Trigram recently dropped a self-titled EP, with four tracks. Trigram is the musical project of Rodney Warner, vocalist, guitarist and composer, who, waking from a nightmare, realized the transience of life.
According to Warner, "I was left with feelings of how life isn't a permanent thing. I'm going to die one day. My brain was just left in this weird space. I started asking, 'Am I doing the right things in my life? If this will all end now, would I be happy?' There was something missing. I'd been playing music my whole life, but I never finished anything to be proud of. I never fully committed to a piece of art. It was finally time do a record."
And that’s what he did, recording four songs over the course of a year. Warner provided vocals, rhythm guitar and bass, while his friend Brian Mansell (Leon Russell, Concrete Blonde) produced the EP and played drums and lead guitar on all the tracks, except for “Bleed Out,” which features Carlos Hernandez on drums.
“Assimilate” opens with guzzling disjointed guitars and flows into a rumbling, grinding industrial rock melody. A hefty bassline propels the rhythm, along with muscular polyrhythmic drums. Warner’s vocals infuse weighty tones, giving the tune a dark feel as well as an inhibiting projection. Its potency is overwhelming.
“Entropy” begins with thundering guitar chords riding an industrial prog rock melody. Thick guitars drive the melody, while an earthquake-like rhythm pounds and shakes with commanding energy of almost head-banging levels, but not quite because the sonic flow is too horizontal. Shrill, sparkling guitar licks give the music magnitude and depth.
“Bleed Out” is straight ahead reckless dynamism and dark hormonal pulsations. The industrial rock melody, powerfully proximate, packs a sonic punch of Jovian strength. The vocals attain a type of dreamy veneer, bursting with colors and percolating flavors as the layers of harmony impinge upon one another. I like this song a lot.

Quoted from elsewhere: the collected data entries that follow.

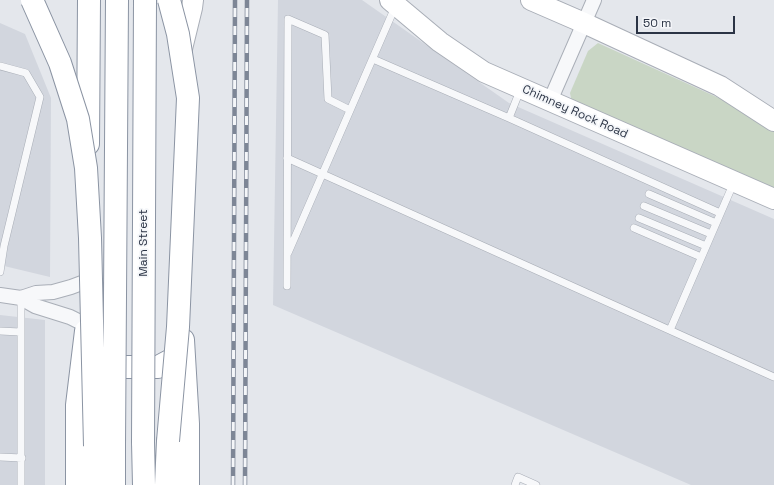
<!DOCTYPE html>
<style>
body{margin:0}
#map{position:relative;width:774px;height:485px;overflow:hidden;background:#e4e7ec;font-family:"Space Grotesk",sans-serif}
canvas{display:block}
.scale{position:absolute;left:636px;top:16px;width:99px;height:18px;box-sizing:border-box;border:2px solid #2b3445;border-top:0;padding-left:5px;font-size:12px;line-height:14px;white-space:nowrap;color:#2b3445;-webkit-text-stroke:3px #f4f6f9;paint-order:stroke}
</style>
<div id="map">
<canvas width="774" height="485"></canvas>
<div class="scale">50 m</div>
</div>
<script>
const c = document.querySelector('canvas').getContext('2d');
c.lineJoin = 'round';
function fillPath(path, color) {
  c.fillStyle = color;
  c.fill(path, 'evenodd');
}
function poly(rows) {
  const path = new Path2D();
  for (const r of rows) {
    path.moveTo(r[0], r[1]);
    for (let i = 2; i < r.length; i += 2) path.lineTo(r[i], r[i + 1]);
  }
  return path;
}
function trace(path, color, width, dash) {
  c.strokeStyle = color;
  c.lineWidth = width;
  c.lineCap = dash ? 'butt' : 'round';
  c.setLineDash(dash || []);
  c.stroke(path);
}
function write(font, color, halo, rows, align = 'center') {
  c.font = font + ' "Space Grotesk",sans-serif';
  c.lineWidth = 3.5;
  c.setLineDash([]);
  c.textBaseline = 'middle';
  c.strokeStyle = halo;
  c.fillStyle = color;
  for (const [text, x, y, turn = 0] of rows) {
    c.save();
    c.translate(x, y);
    c.rotate((+turn || 0) * Math.PI / 180);
    c.textAlign = isNaN(turn) ? turn : align;
    if (halo) c.strokeText(text, 0, 0);
    c.fillText(text, 0, 0);
    c.restore();
  }
}
fillPath(poly([
 [278,0,362,0,509,103,774,219,774,485,691,485,273,305],
 [0,23,25,34,51,98,50,277,0,265],
 [0,315,45,320,45,485,0,485]
]), '#d2d6de');
fillPath(poly([
 [598,43,743,109,774,131,774,187,764,187,572,103,570,93,588,51]
]), '#c9d6c5');
const lane = poly([
 [373,59,509,118,720,213],
 [0,66,26,73,40,97,4,246,0,272],
 [509,118,521,88],
 [287,158,774,377],
 [649,194,716,223],
 [644,206,711,234],
 [639,218,706,246],
 [634,228,701,257],
 [288,253,395,7],
 [287,286,288,19,325,35,328,99,350,110],
 [21,298,21,485],
 [670,330,734,182],
 [0,331,20,332],
 [0,457,22,458],
 [515,485,518,477,536,485]
]);
const street = poly([
 [550,101,594,0],
 [0,295,21,298,35,306,70,317,86,325],
 [21,298,36,293,53,292,71,287,87,281]
]);
const secondary = poly([
 [390,0,440,42,484,72,774,199],
 [531,0,584,23,720,86,774,121],
 [181,53,192,8,193,0]
]);
const highway = poly([
 [88,144,89,0],
 [183,340,188,424,188,485],
 [97,361,110,367,158,367,173,359,180,349,181,343],
 [143,442,144,485],
 [95,446,98,485],
 [77,485,77,405,86,331],
 [114,485,114,444],
 [166,485,168,441]
]);
trace(lane, '#a9aeb7', 8);
trace(street, '#a9aeb7', 16);
trace(secondary, '#a9aeb7', 22);
trace(highway, '#8b94a3', 24);
trace(lane, '#f7f8fa', 7);
trace(street, '#f7f8fa', 14);
trace(secondary, '#fff', 20);
trace(highway, '#fff', 22);
const rail = poly([
 [233,485,235,0],
 [245,485,247,0]
]);
trace(rail, '#7d8696', 4.5);
trace(rail, '#f4f6f9', 3, [9]);
const highwayBridge = poly([
 [32,0,60,63,78,119,86,168,90,238,95,446],
 [168,441,178,327,188,98,178,34,169,0],
 [143,442,145,0],
 [114,444,117,0]
]);
trace(highwayBridge, '#8b94a3', 24, []);
trace(highwayBridge, '#fff', 22);
write('12px', '#2b3445', '#f4f6f9', [
 ["Chimney Rock Road",575,112,24],
 ["Main Street",144,243,-90]
]);
</script>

“Tick Down” delivers a more measured industrial rock melody, with hints of prog rock. The bassline pulses relentlessly, giving the tune cap-a-pie dominance. Monster guitar riffs infuse the music with pulverizing energy. The bridge leading into the guitar solo grumbles and rolls majestically and, when the guitar takes off, the air sizzles and sputters like rain striking molten magma.
Trigram is heady stuff! The melodies boil with massive power, while the rhythms resemble graft-job muscles knotted like rocks. And Warner’s voice, beefy with gravitational tones, delivers the right amount of passion and energy necessary for industrial rock. If you’re into crushing, staggering rock, Trigram has just what you’re looking for.